[Stored items from a collection]
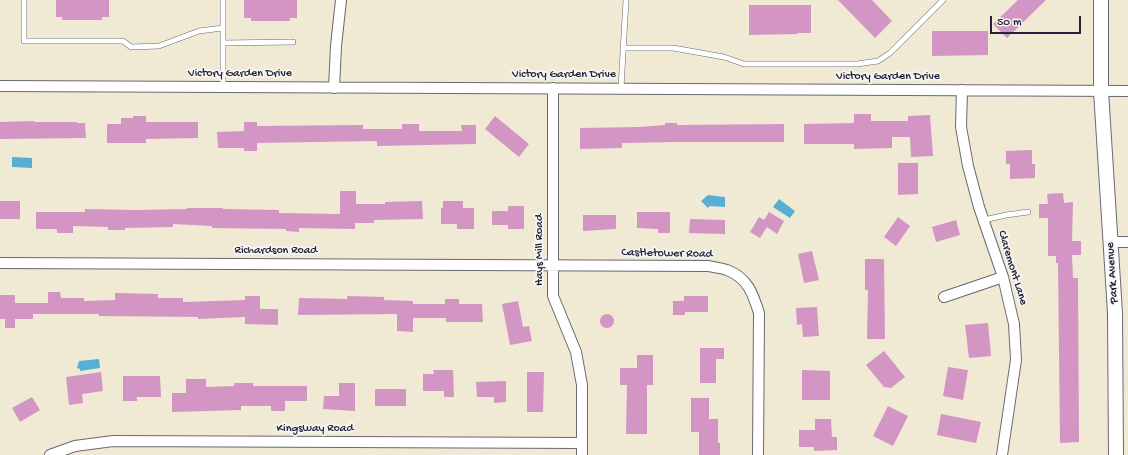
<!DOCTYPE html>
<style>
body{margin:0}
#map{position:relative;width:1128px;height:455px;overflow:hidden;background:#f0e9d4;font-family:"Gochi Hand",sans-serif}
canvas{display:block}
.scale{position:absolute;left:990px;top:16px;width:91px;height:18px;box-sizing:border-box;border:2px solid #22223b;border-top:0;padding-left:5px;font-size:12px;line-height:14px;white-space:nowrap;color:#22223b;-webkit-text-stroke:3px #f6f6f2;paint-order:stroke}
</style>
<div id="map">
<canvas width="1128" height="455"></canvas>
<div class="scale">50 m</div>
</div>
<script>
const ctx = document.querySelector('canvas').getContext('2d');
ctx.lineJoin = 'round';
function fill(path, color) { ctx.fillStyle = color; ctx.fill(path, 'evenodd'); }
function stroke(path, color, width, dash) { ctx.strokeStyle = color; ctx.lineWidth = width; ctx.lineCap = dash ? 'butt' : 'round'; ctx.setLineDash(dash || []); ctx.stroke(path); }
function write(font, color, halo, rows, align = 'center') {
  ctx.font = font + ' "Gochi Hand",sans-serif'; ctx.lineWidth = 3.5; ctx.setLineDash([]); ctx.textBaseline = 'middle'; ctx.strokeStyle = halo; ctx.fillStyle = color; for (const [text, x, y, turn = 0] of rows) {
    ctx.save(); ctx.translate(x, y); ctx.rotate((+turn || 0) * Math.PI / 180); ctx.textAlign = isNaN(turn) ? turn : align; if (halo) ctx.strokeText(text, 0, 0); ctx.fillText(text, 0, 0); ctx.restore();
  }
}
fill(new Path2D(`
 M12 157 32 158V168L12 167Z
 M708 195 725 197V207L710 206 708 208 701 201Z
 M779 199 795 211 790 218 773 207Z
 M99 359 100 368 80 371V369L77 368 79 361Z`), '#57b0d4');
fill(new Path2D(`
 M56 0H109V17H102V20H62V17H56Z
 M244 0H297V18H290V21H251V18H244Z
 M838 0H872L892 21 875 38Z
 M1018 0H1046L1007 38 993 24Z
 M749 5H811V33H798V34L749 35Z
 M932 31H988V55L932 56Z
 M854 114H871V121H908V116L930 115 933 156 911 157 910 137H892V148L854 149V144H804V124L854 123Z
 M133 116H146V122H198V138L146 139V143H107V124H121V118H133Z
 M495 116 529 144 519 157 485 129Z
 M34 121V122H77V123H85L86 138 0 139V122Z
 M244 122H257V126L363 125V129H402V124H419V131H462L461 125H476V144L377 146V141L257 143V151H244V148H218L217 132 244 131Z
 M665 123H677V125L784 124V142H677L622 143V148L580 149V128L639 127 665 125Z
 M1032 150V164H1035V178L1010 179V164H1006V151Z
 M898 163H918V194L898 195Z
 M340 191H356V204H385V202L422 201 423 219 374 220V223H355V229L299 228V232L286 231V229L212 228V226L173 224V227L125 228V230H108V227L73 226V233H57V229H36V212H85V209L136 210 187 209V208H223V209L279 210V213L340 214Z
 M1063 193 1064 203 1073 202 1072 241H1081V255H1072L1073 278H1078L1079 442 1060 443 1058 263H1056V256H1048V218H1039V204H1048L1047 194Z
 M0 201H20V219H0Z
 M443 201H463V208H474V229H457V224H441V208H443Z
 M508 206H524V229H508V225H492V211H508Z
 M637 212H670V233H658V229L637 228Z
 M769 212 784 221 777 234 767 227 760 238 750 232 759 217 764 220Z
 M583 215H616V229L583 231Z
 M898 217 910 226 896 246 884 237Z
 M690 219 725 220V234L689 233Z
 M956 220 960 235 936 242 932 227Z
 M812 251 819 280 804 283 798 254Z
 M865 259H884L885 339H867L868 290H865Z
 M48 292H60L61 298H84V301L115 300V293L158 294V298H183V302L245 300V296H260V309H278V325L245 324V317L198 319V317L99 316V314H33V319H15V328H5V319H0V295H15V303H48Z
 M347 296 384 297V300L413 301V304H445V299H459V304H482L483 322H446V318H413V332L397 331V314L298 315 299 298 347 299Z
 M684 296H708V312H685V315H673V301H684Z
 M518 301 523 327 529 326 532 341 510 345 502 304Z
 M817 307 819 336 803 337 802 324 797 325 796 308Z
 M600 321a7 7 0 1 1 14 0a7 7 0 1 1-14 0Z
 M988 323 991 356 969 358 965 325Z
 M700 348H724V359H716V383H700Z
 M884 351 905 377 891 388 884 387 866 365Z
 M637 355H653V385H647V434H626L627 385H620V368H637Z
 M948 367 968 370 963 400 943 396Z
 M433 370H453L454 397H444V391H423V374H434Z
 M802 370 830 371V400H802Z
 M101 372 103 391 82 394 83 403 69 405 66 377Z
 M527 372H544L543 412H527Z
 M123 376H160L161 397H137V401H123Z
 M186 379H206V387L234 386V383H253V386H307V401H285V411H271V406H241V410L172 412V393H186Z
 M506 381V402L494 403V397H477L476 382Z
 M339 383H355V411L323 409 324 396H339Z
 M375 389H406V406H375Z
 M32 397 40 410 20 422 12 408Z
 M691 398H709V419H718V443H720V455H699V432H691Z
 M888 406 908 416 893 446 873 436Z
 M941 414 981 422 976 443 937 435Z
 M815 419H831L832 437H837V450L814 451V447H799V430H815Z`), '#d395c3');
const service = new Path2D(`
 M24 0V41H123L131 47 159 46 199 31 223 28
 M223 0V87
 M223 43 293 42
 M623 48H673L724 57 744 64H857L878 61 890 53 943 0
 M621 88 626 0
 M984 220 1006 215 1028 212`);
const minor = new Path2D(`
 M0 86 1128 91
 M334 88 336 46 341 0
 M553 88V296L576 352 582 385V455
 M962 90 961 127 968 166 979 207 1003 277 1014 324 1016 360 1002 455
 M1111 242H1128
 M0 263 708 266C714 267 721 268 727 270 748 278 753 294 759 313L758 455
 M944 297 1003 277
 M50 455 75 446 113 441 582 443`);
const secondary = new Path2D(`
 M1101 0V91L1115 313 1116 455`);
stroke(service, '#6a6871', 6);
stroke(minor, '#6a6871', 12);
stroke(secondary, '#6a6871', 16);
stroke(service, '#fff', 5);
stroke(minor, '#fff', 10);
stroke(secondary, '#fff', 14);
write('12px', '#22223b', '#f6f6f2', [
 ["Victory Garden Drive",240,74],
 ["Victory Garden Drive",564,75],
 ["Victory Garden Drive",888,77],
 ["Hays Mill Road",540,250,-90],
 ["Richardson Road",276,251],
 ["Castletower Road",667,254,1],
 ["Claremont Lane",1012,268,73],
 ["Park Avenue",1113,273,-94],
 ["Kingsway Road",315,429]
]);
</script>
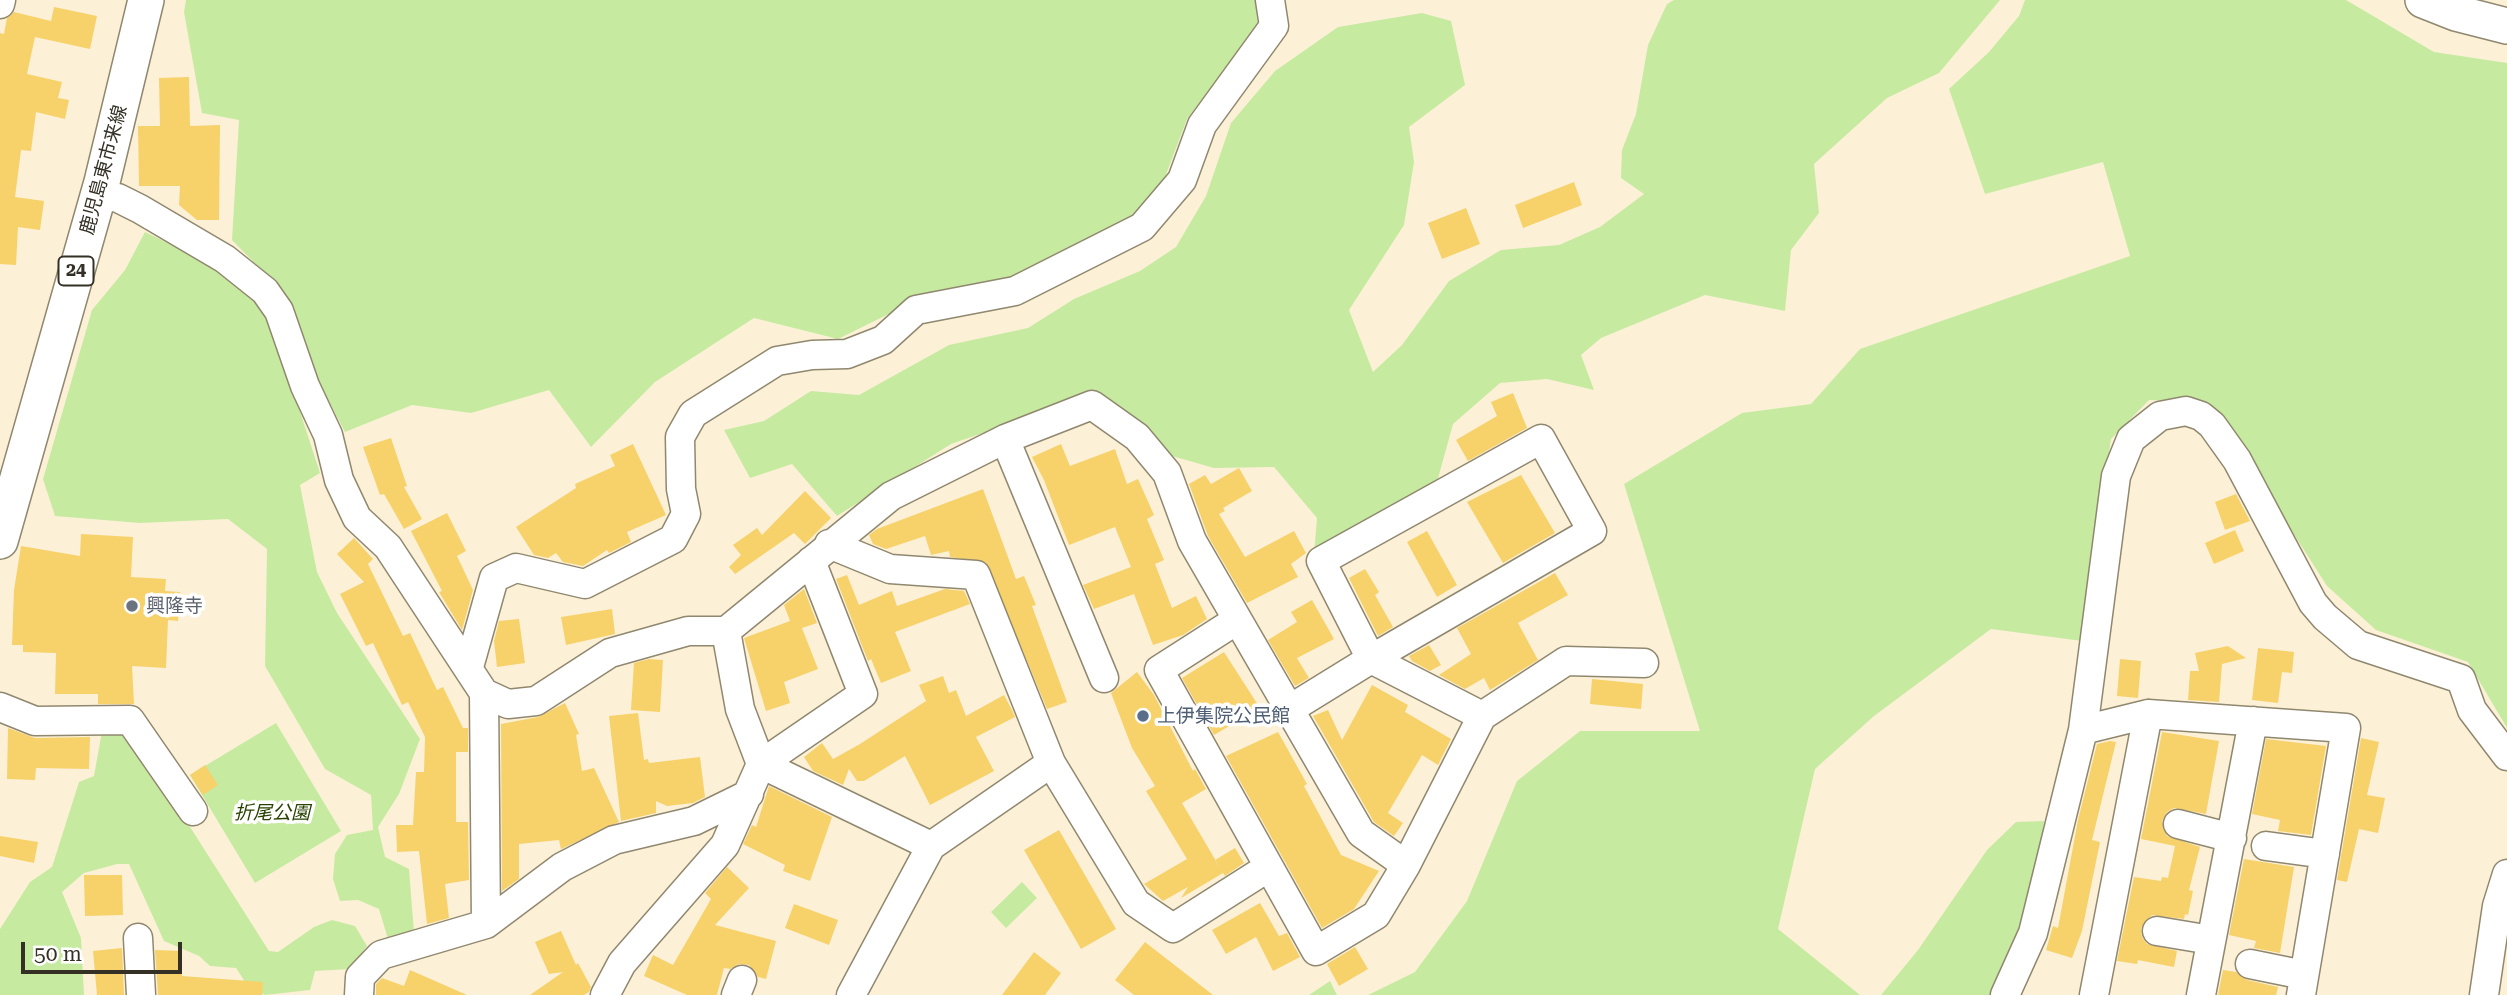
<!DOCTYPE html>
<html>
<head>
<meta charset="utf-8">
<style>
	body { margin:0 }
	#map { position:relative; width:2507px; height:995px; overflow:hidden; background:#fcf1d7; font-family:"Roboto Serif",serif }
	canvas { display:block }
	.scale { position:absolute; left:21px; top:942px; width:161px; height:32px; box-sizing:border-box; border:4px solid #343026; border-top:0; padding-left:9px; font-size:21px; line-height:24px; white-space:nowrap; color:#343026; -webkit-text-stroke:5px #fff; paint-order:stroke }
</style>
</head>
<body>
<div id="map">
<canvas width="2507" height="995"></canvas>
<div class="scale">50 m</div>
</div>
<script>
const g = document.querySelector('canvas').getContext('2d');
g.lineJoin = 'round';
function paint(path, color) { g.fillStyle = color; g.fill(path, 'evenodd'); }
const poly = rows => new Path2D(rows.map(r => 'M' + r).join(''));
function stroke(path, color, width, dash) { g.strokeStyle = color; g.lineWidth = width; g.lineCap = dash ? 'butt' : 'round'; g.setLineDash(dash || []); g.stroke(path); }
function label(font, color, halo, rows, align = 'center') {
  g.font = font + ' "Roboto Serif","Noto Sans JP",serif'; g.lineWidth = 7; g.setLineDash([]); g.textBaseline = 'middle'; g.strokeStyle = halo; g.fillStyle = color; for (const [text, x, y, turn = 0] of rows) {
    g.save(); g.translate(x, y); g.rotate((+turn || 0) * Math.PI / 180); g.textAlign = isNaN(turn) ? turn : align; if (halo) g.strokeText(text, 0, 0); g.fillText(text, 0, 0); g.restore();
  }
}
const green = poly([
	[186,0,1262,0,1264,26,1230,63,1187,119,1156,201,1064,262,973,291,923,297,838,339,754,318,655,382,591,447,549,390,471,413,412,405,345,432,302,350,285,294,232,240,239,120,202,113,184,12],
	[1674,0,2000,0,1939,73,1887,98,1814,164,1819,213,1791,250,1785,311,1705,295,1601,338,1581,355,1594,390,1547,379,1500,383,1453,424,1437,482,1314,555,1317,518,1274,467,1214,468,1165,454,1099,393,951,444,837,516,792,464,750,478,724,430,764,421,811,391,859,395,949,345,1028,328,1074,299,1140,271,1176,247,1206,196,1231,123,1275,71,1338,27,1422,13,1451,21,1465,85,1409,127,1414,162,1404,225,1349,310,1373,372,1402,345,1449,281,1501,250,1559,245,1600,227,1644,194,1621,178,1622,150,1636,114,1648,45,1667,4],
	[2025,0,2346,0,2434,52,2507,63,2507,728,2468,662,2376,630,2327,586,2210,403,2149,400,2111,439,2082,641,1991,629,1874,716,1815,769,1778,929,1860,995,1368,995,1415,972,1467,901,1517,781,1580,731,1700,731,1624,484,1742,413,1811,404,1860,349,2130,256,2103,162,1985,194,1949,89,1989,52,2019,16],
	[145,232,212,264,258,302,278,344,320,473,300,485,317,572,337,613,420,739,399,794,378,827,385,857,409,869,414,933,388,939,379,909,358,900,340,901,333,879,335,854,347,835,373,830,371,795,325,769,265,666,267,549,228,519,140,523,55,516,43,479,92,310,125,270],
	[276,723,341,831,255,883,190,775],
	[102,731,125,733,143,753,269,951,278,952,314,927,332,920,355,926,367,946,350,969,315,971,310,990,265,995,249,988,236,968,210,966,199,956,164,941,129,864,117,864,84,873,62,892,81,938,84,995,0,995,0,929,30,882,52,867,79,782,94,776],
	[2044,821,2039,866,2020,933,1994,995,1881,995,1918,950,1987,850,2016,822],
	[1022,882,1037,898,1006,928,991,912],
	[1330,981,1337,995,1309,995]
]);
const building = poly([
	[54,7,97,16,90,49,35,37,27,74,62,82,58,98,69,100,65,119,36,112,31,151,21,150,15,197,44,201,40,230,18,227,16,265,0,264,0,33,4,34,7,18,14,12,51,21],
	[189,77,190,126,220,125,219,220,197,220,179,205,180,186,139,186,138,126,160,126,159,78],
	[1574,182,1582,205,1523,228,1515,205],
	[1466,208,1480,244,1442,259,1428,223],
	[1513,393,1527,428,1468,461,1456,440,1497,416,1491,402],
	[391,438,407,486,404,487,422,519,404,529,384,494,380,495,363,447],
	[633,444,666,515,627,532,631,542,609,553,607,550,583,566,563,562,556,553,548,558,534,555,516,527,576,488,575,484,615,466,610,455],
	[1061,444,1070,466,1115,449,1127,484,1138,479,1154,515,1147,519,1164,560,1155,564,1172,608,1196,596,1207,619,1183,635,1153,645,1134,594,1094,609,1083,585,1131,567,1115,527,1069,545,1044,480,1032,457],
	[1239,468,1252,491,1223,508,1225,511,1219,514,1245,557,1294,531,1306,553,1291,564,1298,577,1247,603,1208,536,1189,484,1205,475,1211,484],
	[1521,475,1555,533,1503,563,1467,502],
	[983,489,1016,579,1024,576,1036,605,1032,606,1067,702,1047,709,986,562,950,557,949,551,931,555,925,536,886,549,873,544,869,535,877,529],
	[805,491,831,518,805,544,794,533,735,574,729,567,741,555,733,545,757,528,762,535],
	[2236,494,2250,521,2225,530,2215,502],
	[447,513,466,551,457,556,473,590,462,630,439,592,442,591,411,531],
	[2235,530,2244,551,2214,564,2205,543],
	[1427,531,1457,585,1437,597,1407,542],
	[81,534,133,537,131,577,166,579,165,591,180,592,178,621,168,620,166,668,132,666,134,704,98,704,98,694,55,694,56,653,23,652,23,645,12,645,14,590,21,546,80,556],
	[354,538,373,559,368,564,403,636,410,633,437,690,443,687,463,728,468,728,468,752,456,752,456,822,468,822,469,880,445,884,449,918,427,924,419,851,397,852,396,825,413,825,416,772,424,772,425,737,408,702,402,705,373,643,366,646,340,594,364,582,337,554],
	[1365,569,1379,592,1375,595,1393,627,1378,636,1349,578],
	[1555,573,1568,595,1518,623,1538,660,1490,690,1484,678,1465,689,1439,675,1471,654,1457,628],
	[847,575,859,605,892,591,897,606,945,589,964,591,970,604,895,632,911,671,881,683,871,659,868,661,836,579],
	[804,589,817,623,802,628,818,669,784,682,790,703,766,711,744,638,790,621,784,605],
	[1312,600,1334,639,1297,658,1309,678,1295,686,1268,640,1297,622,1291,612],
	[612,609,615,634,566,645,561,617],
	[519,619,525,663,497,667,494,641,499,621],
	[1429,645,1441,665,1430,671,1412,661,1409,656],
	[2228,646,2246,658,2222,664,2219,702,2188,700,2190,671,2199,671,2195,653],
	[2258,648,2294,652,2292,673,2282,672,2278,703,2252,700],
	[1224,652,1260,708,1214,735,1182,678],
	[649,659,663,660,660,712,631,710,634,663],
	[2120,659,2141,661,2138,698,2117,696],
	[1137,672,1154,695,1193,771,1195,769,1206,789,1182,803,1223,873,1181,898,1188,887,1163,901,1144,884,1187,859,1146,791,1155,786,1132,748,1111,693],
	[943,676,949,693,956,690,966,716,1004,695,1013,712,1015,717,976,737,994,771,930,805,905,756,864,781,857,781,849,769,843,785,813,771,804,757,822,743,833,759,860,744,926,701,919,685],
	[1592,679,1643,684,1641,709,1590,704],
	[1372,685,1408,705,1405,712,1451,739,1438,765,1422,755,1388,813,1403,823,1394,836,1374,822,1313,716,1328,710,1342,740],
	[565,703,579,734,576,735,582,771,594,768,619,822,561,849,559,840,519,844,519,879,502,891,501,724,538,717],
	[638,713,644,760,648,759,649,763,700,757,705,797,693,803,667,806,656,801,656,813,621,821,609,716],
	[8,728,35,738,90,737,89,769,36,768,35,780,7,779],
	[1278,732,1307,784,1304,786,1341,855,1379,871,1354,909,1322,928,1226,756],
	[2162,732,2219,741,2206,814,2174,808,2167,812,2162,821,2167,836,2200,847,2189,890,2193,891,2188,915,2185,914,2184,919,2152,915,2141,928,2142,937,2147,944,2177,951,2174,967,2138,960,2137,964,2117,961,2134,877,2161,881,2162,877,2168,878,2175,846,2141,839],
	[2361,738,2379,742,2367,795,2385,798,2378,833,2359,829,2347,882,2337,880],
	[2266,739,2326,746,2311,835,2278,831,2280,820,2252,814],
	[2110,741,2116,742,2092,840,2100,842,2082,931,2072,958,2046,950,2053,926,2058,928,2078,820,2097,744],
	[205,765,218,785,203,795,190,775],
	[769,786,832,817,810,881,783,871,785,865,743,844,752,825,756,827],
	[1059,830,1116,929,1081,949,1024,850],
	[0,836,38,842,34,863,0,856],
	[1235,848,1244,863,1225,876,1215,860],
	[2244,859,2294,867,2280,953,2254,948,2256,941,2229,935],
	[727,867,749,888,715,925,776,941,766,979,758,977,749,965,739,964,730,969,724,968,717,995,687,995,644,976,653,955,673,965,711,899,705,893],
	[84,875,122,875,123,915,85,916],
	[1260,903,1279,936,1287,933,1300,957,1273,971,1256,937,1226,954,1212,930],
	[794,904,838,920,829,945,785,928],
	[561,931,576,965,578,963,591,987,589,992,584,995,530,995,563,972,549,974,535,942],
	[1145,942,1213,995,1134,995,1115,980],
	[1355,947,1368,969,1339,986,1327,964],
	[122,948,124,995,97,995,93,951],
	[155,950,182,951,182,976,263,982,262,995,158,995],
	[1034,952,1061,973,1045,995,1002,995],
	[410,970,467,995,376,995,376,984,382,978,404,986],
	[2223,970,2236,972,2247,980,2278,987,2276,995,2218,995]
]);
const minor = poly([
	[0,4,1,0],
	[98,195,118,198,140,209,225,259,265,291,279,311,305,386,328,435,339,480,357,518,388,547,484,693,508,704,536,701,610,653,688,631,726,631],
	[1005,439,1104,678],
	[829,544,890,569,976,575,1051,763,1136,903,1173,928,1269,867],
	[1237,620,1159,670,1316,951,1376,915,1406,865,1482,716,1566,661,1644,663],
	[469,667,494,578,516,568,585,584,673,539,686,514,681,489,680,437,693,414,777,361,812,355,847,354,883,340,916,310,1015,291,1142,227,1182,180,1202,125,1274,26,1270,0],
	[484,693,486,924],
	[0,707,35,721,130,720,193,811],
	[1290,709,1371,659,1592,531,1541,439,1321,561,1371,659,1482,716],
	[2083,730,2148,714,2346,728,2301,995],
	[2178,824,2232,838],
	[931,846,761,764,740,709,726,631,891,496,1005,439,1092,405,1137,437,1167,473,1192,541,1361,833,1406,865],
	[2266,846,2325,854],
	[2157,931,2211,940],
	[138,938,141,995],
	[2250,964,2304,975],
	[359,995,360,977,381,955,486,924,562,867,614,840,694,821,749,794],
	[605,995,622,963,725,845,761,764,863,694,811,561],
	[736,995,742,980],
	[851,995,931,846,1051,763],
	[2005,995,2033,933,2083,730,2116,476,2131,439,2160,416,2186,411,2201,416,2212,425,2237,460,2313,603,2325,617,2358,645,2461,679,2472,710,2507,756],
	[2094,995,2148,714],
	[2201,995,2253,721],
	[2484,995,2497,906,2507,874]
]);
const major = poly([
	[2423,0,2456,13,2507,26],
	[0,541,102,182,146,0]
]);
const markers = [
	[132,606,7,"#6b7280"],
	[1143,716,7,"#5c6f8a"]
];
const shields = [
	[76,271,35]
];
const shieldNames = [
	["24",76,271]
];
const streetNames = [
	["鹿児島東市来線",104,170,-75]
];
const worshipNames = [
	["興隆寺",146,606]
];
const serviceNames = [
	["上伊集院公民館",1157,716]
];
const parkNames = [
	["折尾公園",272,813]
];
paint(green, '#c7eaa1');
paint(building, '#f7d16a');
stroke(minor, '#90876f', 31);
stroke(major, '#90876f', 38);
stroke(minor, '#fff', 28);
stroke(major, '#fff', 35);
for (const [x, y, r, color] of markers) { const dot = new Path2D(); dot.arc(x, y, r, 0, 2 * Math.PI); g.fillStyle = color; g.fill(dot); stroke(dot, '#fff', 2.5); }
for (const [x, y, w] of shields) { const box = new Path2D(); box.roundRect(x - w / 2, y - 14.5, w, 29, 5); g.fillStyle = '#fff'; g.fill(box); stroke(box, '#343026', 2); }
label('bold 18px', '#343026', null, shieldNames);
label('19px', '#343026', '#fff', streetNames);
label('19px', '#5b616d', '#fff', worshipNames, 'left');
label('19px', '#4e5e75', '#fff', serviceNames, 'left');
label('italic 19px', '#294200', '#fff', parkNames);
</script>
</body>
</html>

## REQUIRED ACTION
Provide an exact copy of only the lines from the beginning of the entries through the line containing "M244 122H257V126L363 125V129H402V124H419V131H462L461", both ends included, with no pictures.

## RESPONSE TO THE TASK
<!DOCTYPE html>
<style>
body{margin:0}
#map{position:relative;width:1128px;height:455px;overflow:hidden;background:#f0e9d4;font-family:"Gochi Hand",sans-serif}
canvas{display:block}
.scale{position:absolute;left:990px;top:16px;width:91px;height:18px;box-sizing:border-box;border:2px solid #22223b;border-top:0;padding-left:5px;font-size:12px;line-height:14px;white-space:nowrap;color:#22223b;-webkit-text-stroke:3px #f6f6f2;paint-order:stroke}
</style>
<div id="map">
<canvas width="1128" height="455"></canvas>
<div class="scale">50 m</div>
</div>
<script>
const ctx = document.querySelector('canvas').getContext('2d');
ctx.lineJoin = 'round';
function fill(path, color) { ctx.fillStyle = color; ctx.fill(path, 'evenodd'); }
function stroke(path, color, width, dash) { ctx.strokeStyle = color; ctx.lineWidth = width; ctx.lineCap = dash ? 'butt' : 'round'; ctx.setLineDash(dash || []); ctx.stroke(path); }
function write(font, color, halo, rows, align = 'center') {
  ctx.font = font + ' "Gochi Hand",sans-serif'; ctx.lineWidth = 3.5; ctx.setLineDash([]); ctx.textBaseline = 'middle'; ctx.strokeStyle = halo; ctx.fillStyle = color; for (const [text, x, y, turn = 0] of rows) {
    ctx.save(); ctx.translate(x, y); ctx.rotate((+turn || 0) * Math.PI / 180); ctx.textAlign = isNaN(turn) ? turn : align; if (halo) ctx.strokeText(text, 0, 0); ctx.fillText(text, 0, 0); ctx.restore();
  }
}
fill(new Path2D(`
 M12 157 32 158V168L12 167Z
 M708 195 725 197V207L710 206 708 208 701 201Z
 M779 199 795 211 790 218 773 207Z
 M99 359 100 368 80 371V369L77 368 79 361Z`), '#57b0d4');
fill(new Path2D(`
 M56 0H109V17H102V20H62V17H56Z
 M244 0H297V18H290V21H251V18H244Z
 M838 0H872L892 21 875 38Z
 M1018 0H1046L1007 38 993 24Z
 M749 5H811V33H798V34L749 35Z
 M932 31H988V55L932 56Z
 M854 114H871V121H908V116L930 115 933 156 911 157 910 137H892V148L854 149V144H804V124L854 123Z
 M133 116H146V122H198V138L146 139V143H107V124H121V118H133Z
 M495 116 529 144 519 157 485 129Z
 M34 121V122H77V123H85L86 138 0 139V122Z
 M244 122H257V126L363 125V129H402V124H419V131H462L461 125H476V144L377 146V141L257 143V151H244V148H218L217 132 244 131Z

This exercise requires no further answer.